A data cleaning exercise with Python

I was recently met with the challenge ofcleaning some data in one of our databases. There is a field in it that has a validation list (controlled vocabulary) associated with it, but in which the data doesn’t all match with that validation list.

There were around 23,000 entries in the data, and 850 entries in the validation list. There were also, obviously, multiple occurrences of each entry in the data.

My task was two-fold. Firstly to remove duplicates from the date so it contained only unique entries, and secondly to compare those entries to the validation list. The final result being a list of all the entries in the data that were not found in the validation list.
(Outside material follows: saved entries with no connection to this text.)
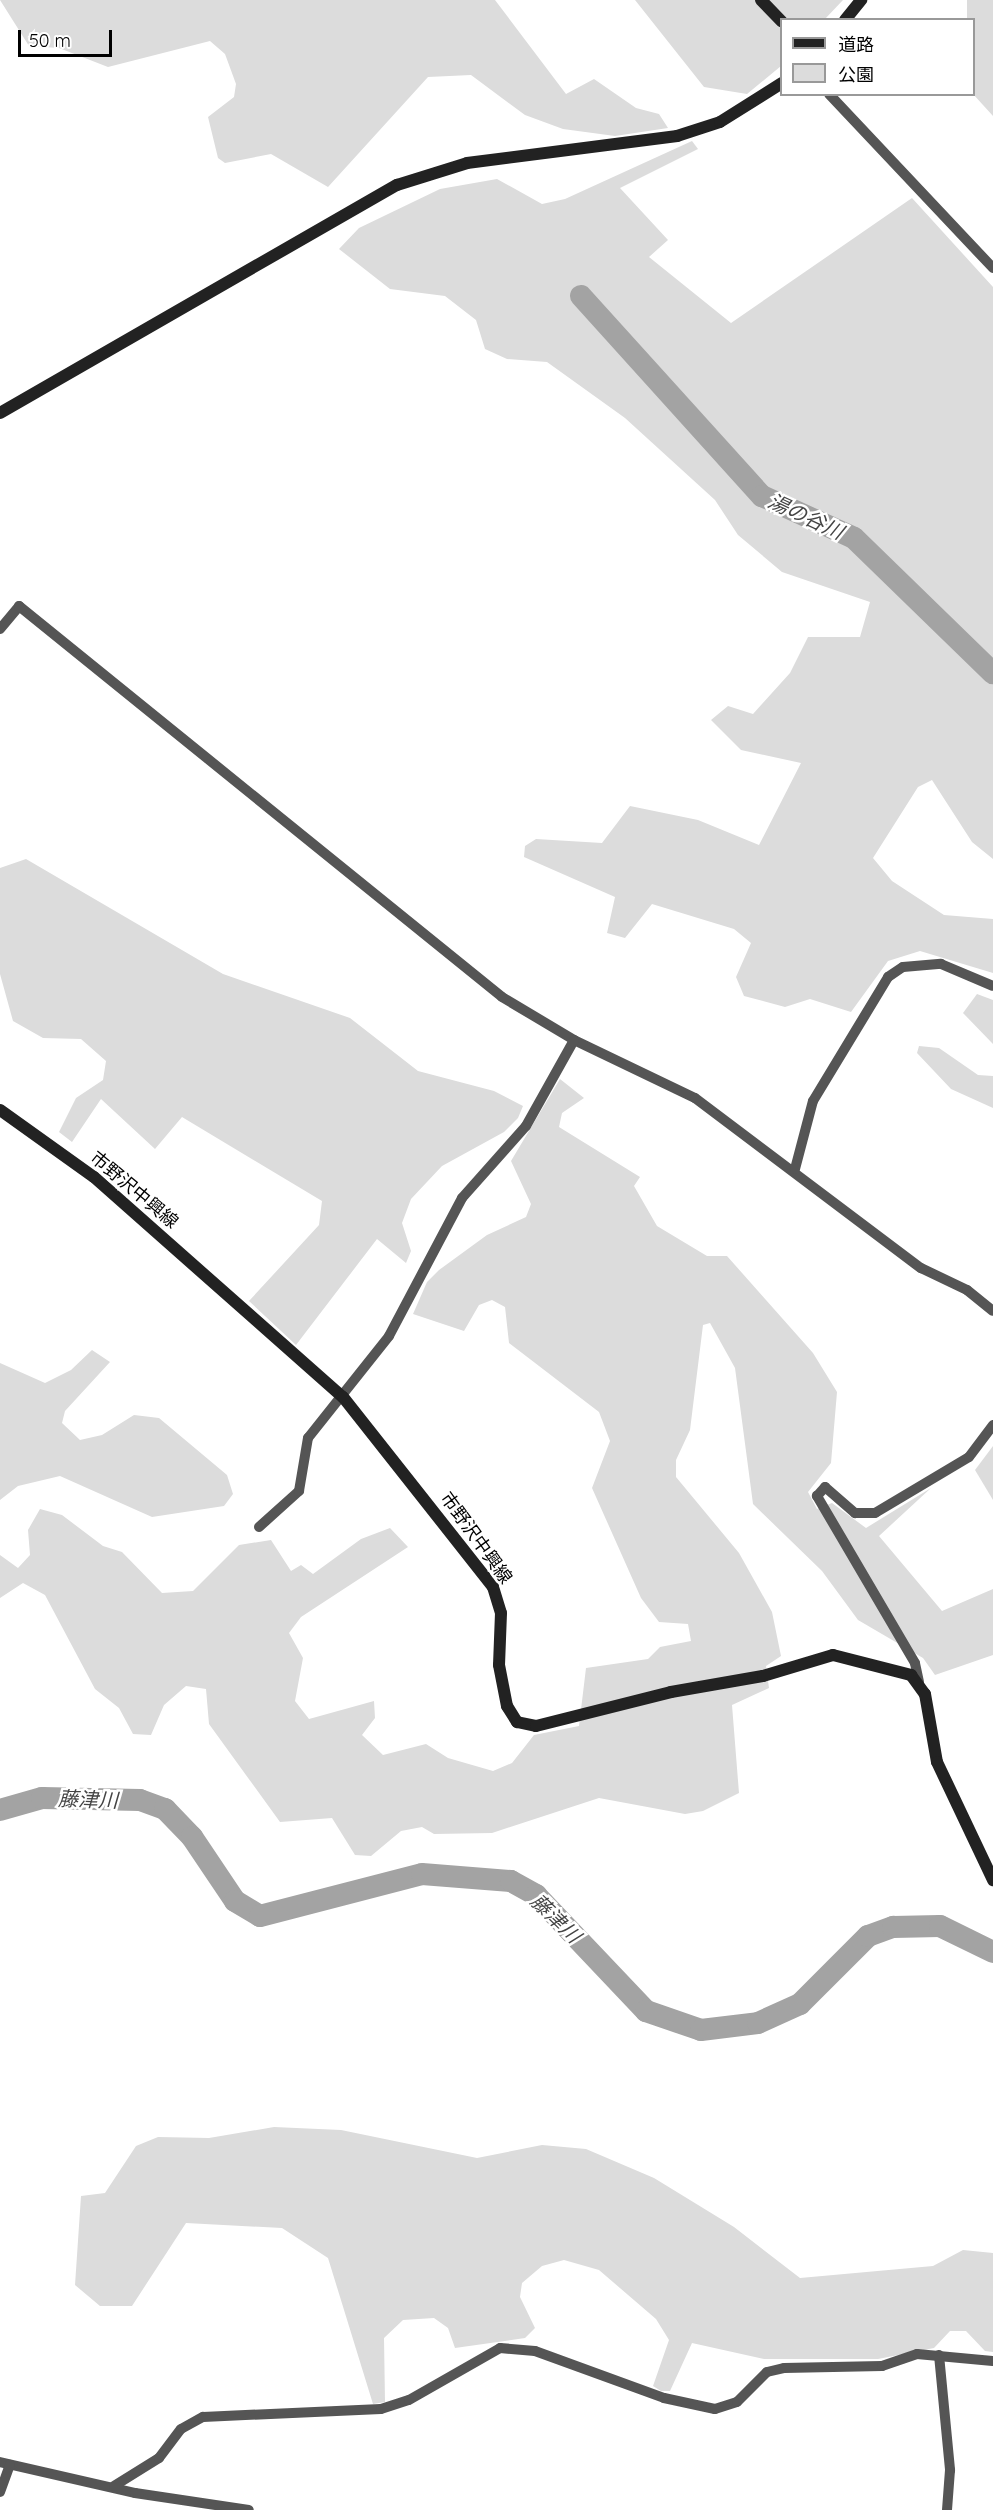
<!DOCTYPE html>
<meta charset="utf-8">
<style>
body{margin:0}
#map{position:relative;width:993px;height:2510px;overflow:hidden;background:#fff;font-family:Quicksand,"Noto Sans JP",sans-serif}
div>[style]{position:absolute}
.green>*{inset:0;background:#dcdcdc}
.river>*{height:22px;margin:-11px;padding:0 11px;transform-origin:11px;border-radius:11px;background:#a3a3a3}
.street>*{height:10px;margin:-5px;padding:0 5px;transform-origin:5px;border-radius:5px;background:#555}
.secondary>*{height:12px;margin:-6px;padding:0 6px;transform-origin:6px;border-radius:6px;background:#222}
span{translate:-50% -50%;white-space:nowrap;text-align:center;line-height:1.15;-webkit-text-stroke:5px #fff;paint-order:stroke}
.street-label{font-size:18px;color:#000}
.water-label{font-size:20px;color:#444;font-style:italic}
.legend{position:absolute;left:780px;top:18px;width:195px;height:78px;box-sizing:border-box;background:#fff;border:2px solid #999;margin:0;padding:8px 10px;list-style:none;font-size:18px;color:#000}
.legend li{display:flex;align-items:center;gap:12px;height:30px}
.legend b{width:30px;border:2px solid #999}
.scale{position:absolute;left:18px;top:30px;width:94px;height:27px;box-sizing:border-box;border:3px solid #000;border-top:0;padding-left:8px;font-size:18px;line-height:21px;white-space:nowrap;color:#000;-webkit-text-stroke:4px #fff;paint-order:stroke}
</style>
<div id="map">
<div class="green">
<i style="clip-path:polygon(0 0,495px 0,566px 94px,594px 79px,636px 108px,659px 114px,668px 128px,615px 136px,563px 129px,525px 115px,471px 75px,428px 77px,328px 187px,271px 154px,225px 163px,218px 158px,208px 117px,234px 97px,236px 84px,225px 54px,210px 41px,108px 67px,59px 48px,29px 46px)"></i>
<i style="clip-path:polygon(635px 0,843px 0,825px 19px,782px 20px,781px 66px,747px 94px,704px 87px)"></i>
<i style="clip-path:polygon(967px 0,993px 0,993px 116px,973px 94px,974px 20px,967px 19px)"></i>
<i style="clip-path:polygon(692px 141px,698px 149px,620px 188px,668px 240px,649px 257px,731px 323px,912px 198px,993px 287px,993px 859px,972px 842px,932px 780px,918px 787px,873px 858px,892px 881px,944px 915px,993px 919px,993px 973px,920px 951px,888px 961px,851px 1012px,810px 999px,785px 1007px,744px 996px,736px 977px,751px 943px,734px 929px,652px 904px,625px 938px,607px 933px,615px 897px,524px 857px,525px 846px,536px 839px,602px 843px,630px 806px,698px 820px,759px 845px,801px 763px,741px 750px,711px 720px,728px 706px,753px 714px,790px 673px,808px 637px,860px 637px,870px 602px,782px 572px,738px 535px,715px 500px,625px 418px,547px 362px,507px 359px,485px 349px,476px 320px,445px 296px,390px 289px,339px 249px,359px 228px,440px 189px,497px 179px,542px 204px,565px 199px)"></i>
<i style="clip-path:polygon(26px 859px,223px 974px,350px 1018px,418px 1071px,494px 1091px,523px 1106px,518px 1118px,504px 1132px,442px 1166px,411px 1199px,402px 1223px,411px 1251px,406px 1263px,377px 1239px,296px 1345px,249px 1301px,319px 1225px,322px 1201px,182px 1117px,155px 1149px,101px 1099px,72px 1142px,59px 1132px,76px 1098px,103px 1080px,106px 1061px,81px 1039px,43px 1038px,13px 1021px,0 974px,0 868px)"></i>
<i style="clip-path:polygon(977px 994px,993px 1000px,993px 1044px,963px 1013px)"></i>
<i style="clip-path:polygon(919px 1046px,939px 1048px,978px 1075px,993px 1076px,993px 1108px,951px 1089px,917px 1053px)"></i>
<i style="clip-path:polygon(560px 1079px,584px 1098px,562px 1113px,559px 1127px,640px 1177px,634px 1186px,657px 1226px,707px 1256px,727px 1256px,813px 1353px,837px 1392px,831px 1463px,808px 1492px,817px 1509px,832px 1503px,866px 1528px,931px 1488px,879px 1536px,942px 1611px,993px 1589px,993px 1655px,935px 1675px,923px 1658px,858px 1620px,822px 1571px,753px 1504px,735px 1368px,710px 1323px,703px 1325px,690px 1430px,676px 1460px,676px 1477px,739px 1553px,772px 1612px,781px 1656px,766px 1666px,769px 1688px,732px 1705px,739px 1793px,703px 1811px,685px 1814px,599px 1798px,492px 1833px,434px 1834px,422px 1827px,401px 1831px,371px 1856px,355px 1855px,332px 1818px,280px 1822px,209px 1724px,206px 1689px,186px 1686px,164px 1705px,151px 1735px,133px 1734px,119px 1708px,95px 1689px,45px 1595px,23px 1583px,0 1598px,0 1555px,18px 1568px,30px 1555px,28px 1530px,40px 1509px,62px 1515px,103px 1546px,122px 1552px,162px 1593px,193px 1591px,239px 1545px,271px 1540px,291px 1571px,301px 1565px,313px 1574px,361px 1539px,390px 1528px,408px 1547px,301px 1617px,289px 1633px,303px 1658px,295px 1701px,309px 1719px,374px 1701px,375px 1718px,362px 1735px,383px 1755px,426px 1744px,448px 1758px,493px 1771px,512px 1763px,534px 1735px,579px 1726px,586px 1668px,648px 1659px,660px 1647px,691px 1641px,688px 1624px,659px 1622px,641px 1598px,592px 1488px,610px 1441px,599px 1412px,509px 1343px,505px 1307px,492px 1300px,479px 1305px,464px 1331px,413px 1314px,427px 1282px,439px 1270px,487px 1235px,526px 1217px,531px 1204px,511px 1161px)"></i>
<i style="clip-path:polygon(92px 1350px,110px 1362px,65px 1411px,62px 1423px,80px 1440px,102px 1435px,134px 1415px,159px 1418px,227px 1475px,233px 1494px,224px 1506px,152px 1517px,60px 1476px,18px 1486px,0 1500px,0 1363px,45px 1383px,71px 1370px)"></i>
<i style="clip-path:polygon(993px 1446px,993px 1500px,975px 1470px)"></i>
<i style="clip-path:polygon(274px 2127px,341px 2130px,477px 2158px,542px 2145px,586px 2149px,654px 2178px,734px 2227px,800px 2278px,933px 2266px,963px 2250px,993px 2253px,993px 2352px,985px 2351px,966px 2331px,950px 2331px,934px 2348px,878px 2359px,764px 2359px,692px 2343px,670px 2391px,661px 2391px,653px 2386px,669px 2340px,656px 2319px,599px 2270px,564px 2260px,542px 2266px,522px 2283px,520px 2297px,535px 2328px,525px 2338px,455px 2348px,448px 2328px,434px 2318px,403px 2320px,384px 2338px,385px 2402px,373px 2404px,328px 2258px,282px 2228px,186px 2223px,132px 2306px,100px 2306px,75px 2285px,81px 2196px,105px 2193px,136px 2146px,158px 2137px,209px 2138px)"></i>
</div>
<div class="river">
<i style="left:581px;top:296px;width:270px;rotate:47.9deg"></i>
<i style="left:762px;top:496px;width:101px;rotate:24.5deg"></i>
<i style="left:854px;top:538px;width:194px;rotate:44.2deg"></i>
<i style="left:0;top:1810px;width:44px;rotate:-15.9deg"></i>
<i style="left:42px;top:1798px;width:98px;rotate:1.2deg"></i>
<i style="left:140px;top:1800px;width:27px;rotate:20deg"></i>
<i style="left:165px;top:1809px;width:39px;rotate:46deg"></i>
<i style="left:192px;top:1837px;width:77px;rotate:56.1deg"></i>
<i style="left:235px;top:1901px;width:29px;rotate:31deg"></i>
<i style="left:260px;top:1916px;width:167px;rotate:-14.5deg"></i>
<i style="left:422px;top:1874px;width:89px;rotate:4.5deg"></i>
<i style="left:511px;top:1881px;width:29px;rotate:29deg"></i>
<i style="left:536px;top:1895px;width:160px;rotate:46.5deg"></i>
<i style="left:646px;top:2011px;width:58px;rotate:19.1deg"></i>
<i style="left:701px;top:2030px;width:57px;rotate:-7deg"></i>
<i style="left:758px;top:2023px;width:46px;rotate:-24.3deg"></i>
<i style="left:800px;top:2004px;width:96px;rotate:-45deg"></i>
<i style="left:868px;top:1936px;width:27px;rotate:-20deg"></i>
<i style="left:893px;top:1927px;width:47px;rotate:-1.2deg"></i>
<i style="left:940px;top:1926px;width:59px;rotate:26.1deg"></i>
</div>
<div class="street">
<i style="left:829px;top:94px;width:239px;rotate:46.7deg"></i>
<i style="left:0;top:629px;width:30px;rotate:-50deg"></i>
<i style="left:19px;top:606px;width:621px;rotate:38.99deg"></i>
<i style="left:502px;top:997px;width:84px;rotate:30.8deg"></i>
<i style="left:574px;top:1040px;width:134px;rotate:25.6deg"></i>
<i style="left:695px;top:1098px;width:283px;rotate:37deg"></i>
<i style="left:921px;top:1268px;width:51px;rotate:25.6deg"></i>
<i style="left:967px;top:1290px;width:33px;rotate:39deg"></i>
<i style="left:795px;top:1169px;width:70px;rotate:-75.2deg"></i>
<i style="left:813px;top:1101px;width:145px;rotate:-58.8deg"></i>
<i style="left:888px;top:977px;width:18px;rotate:-34deg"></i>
<i style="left:903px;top:967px;width:38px;rotate:-5deg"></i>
<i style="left:941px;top:964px;width:56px;rotate:22.9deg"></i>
<i style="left:259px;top:1527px;width:54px;rotate:-42deg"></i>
<i style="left:299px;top:1491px;width:54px;rotate:-80.4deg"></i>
<i style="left:308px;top:1438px;width:130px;rotate:-51.5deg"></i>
<i style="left:389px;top:1336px;width:156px;rotate:-62.1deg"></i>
<i style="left:462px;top:1198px;width:96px;rotate:-48.4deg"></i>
<i style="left:526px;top:1126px;width:98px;rotate:-60.8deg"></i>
<i style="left:919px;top:1682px;width:19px;rotate:-102deg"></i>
<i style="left:915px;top:1663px;width:194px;rotate:-120.4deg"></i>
<i style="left:817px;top:1496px;width:12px;rotate:-48deg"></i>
<i style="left:825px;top:1487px;width:40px;rotate:41deg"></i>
<i style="left:855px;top:1513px;width:20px"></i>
<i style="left:875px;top:1513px;width:109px;rotate:-30.8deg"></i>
<i style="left:969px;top:1457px;width:40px;rotate:-53deg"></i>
<i style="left:939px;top:2355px;width:116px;rotate:84.5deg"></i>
<i style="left:950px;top:2470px;width:40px;rotate:94.3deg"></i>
<i style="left:0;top:2462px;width:139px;rotate:12.9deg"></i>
<i style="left:135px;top:2493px;width:115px;rotate:8.5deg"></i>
<i style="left:114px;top:2486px;width:53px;rotate:-31.9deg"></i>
<i style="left:159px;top:2458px;width:36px;rotate:-53deg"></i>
<i style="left:181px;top:2429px;width:25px;rotate:-29deg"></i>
<i style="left:203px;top:2417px;width:178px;rotate:-2.6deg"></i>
<i style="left:381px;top:2409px;width:29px;rotate:-18deg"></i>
<i style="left:409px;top:2400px;width:105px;rotate:-29.7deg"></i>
<i style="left:500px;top:2348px;width:35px;rotate:5deg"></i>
<i style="left:535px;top:2351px;width:137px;rotate:20deg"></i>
<i style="left:664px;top:2398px;width:52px;rotate:12.2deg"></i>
<i style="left:715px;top:2409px;width:23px;rotate:-18deg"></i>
<i style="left:737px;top:2402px;width:42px;rotate:-45deg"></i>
<i style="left:767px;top:2372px;width:17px;rotate:-13deg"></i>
<i style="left:784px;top:2368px;width:98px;rotate:-1.2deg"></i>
<i style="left:882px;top:2366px;width:37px;rotate:-19deg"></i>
<i style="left:917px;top:2354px;width:76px;rotate:5.3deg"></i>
<i style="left:0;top:2492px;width:29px;rotate:-70deg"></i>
</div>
<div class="secondary">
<i style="left:761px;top:0;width:30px;rotate:46deg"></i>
<i style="left:845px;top:20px;width:26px;rotate:-51deg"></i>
<i style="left:0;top:413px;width:458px;rotate:-29.9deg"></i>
<i style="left:397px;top:185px;width:73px;rotate:-17.4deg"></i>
<i style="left:467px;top:163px;width:212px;rotate:-7.3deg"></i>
<i style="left:677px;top:136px;width:45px;rotate:-18deg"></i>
<i style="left:720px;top:122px;width:73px;rotate:-32.2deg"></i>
<i style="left:0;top:1110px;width:115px;rotate:35.5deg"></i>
<i style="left:94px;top:1177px;width:332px;rotate:41.5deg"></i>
<i style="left:343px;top:1397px;width:242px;rotate:51.7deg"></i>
<i style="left:493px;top:1587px;width:27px;rotate:73deg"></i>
<i style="left:501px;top:1613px;width:52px;rotate:92.2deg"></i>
<i style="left:499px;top:1665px;width:42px;rotate:79deg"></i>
<i style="left:507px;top:1706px;width:19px;rotate:58deg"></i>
<i style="left:517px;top:1722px;width:19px;rotate:12deg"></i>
<i style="left:536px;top:1726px;width:139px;rotate:-14.1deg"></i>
<i style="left:671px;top:1692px;width:93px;rotate:-9.9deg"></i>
<i style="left:763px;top:1676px;width:73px;rotate:-16.7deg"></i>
<i style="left:833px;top:1655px;width:81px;rotate:14.4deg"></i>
<i style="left:911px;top:1675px;width:24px;rotate:54deg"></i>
<i style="left:925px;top:1694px;width:69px;rotate:80deg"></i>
<i style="left:937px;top:1762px;width:131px;rotate:64.6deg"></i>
</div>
<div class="street-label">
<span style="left:134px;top:1190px;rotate:40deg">市野沢中興線</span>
<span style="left:476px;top:1538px;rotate:54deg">市野沢中興線</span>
</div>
<div class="water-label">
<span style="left:806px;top:516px;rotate:25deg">湯の谷川</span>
<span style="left:88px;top:1799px;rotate:2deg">藤津川</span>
<span style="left:556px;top:1918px;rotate:44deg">藤津川</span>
</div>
<ul class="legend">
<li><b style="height:8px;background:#222"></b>道路</li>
<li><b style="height:16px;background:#dcdcdc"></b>公園</li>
</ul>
<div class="scale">50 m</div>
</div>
My initial thoughts were that this might be a bit tricky to do, but it turns out I achieved a result very quickly using Python, and just a few lines of code. Here’s how:

Processing the raw data

I had the data as two text files, one entry per line, so it was easy to process into Python lists for cleaning:

#process the data file
with open('data-file.txt') as dataFile:
dataList = dataFile.read().splitlines()
#and the same for the validation list
with open('validation-list-file.txt') as validationFile:
validationList = validationFile.read().splitlines()

Removing duplicate data

Next step was to remove the duplicates from the data, simply a matter of adding each item in the list to a new list if it was already in there — I really love that Python can do things like this.

uniqueDataList = []
for item in dataList:
if item not in uniqueList:

Comparing the data to the validation list

The slightly more complex bit, that uses Python’s filter() function. filter()took me a while to get my head around, but when I did it was some what of a revelation!

#function for filter() to use on uniqueDataList
def compare(element):
if element not in validationList:
return True
#filter data against validation list
onlyInData = filter(compare, uniqueDataList)

So, what’s happening here is that filter takes a list (or other iterable), and passes each item in it to a function. It creates a new list containing all the items in the iterable for which the result of passing them to the function returns True. I this case, the compare function returns True for every item in uniqueDataList that is not found in validationList.

The resulting onlyInData list can then be dealt with as required, i.e. writing to a file.

So, there we have it. 12 lines of code to do all that!

I do find Python fantastic for doing this sort of data processing, so quick and easy, and so close to English it’s easy to remember the right syntax to use.

All librarians should know a bit of this I reckon!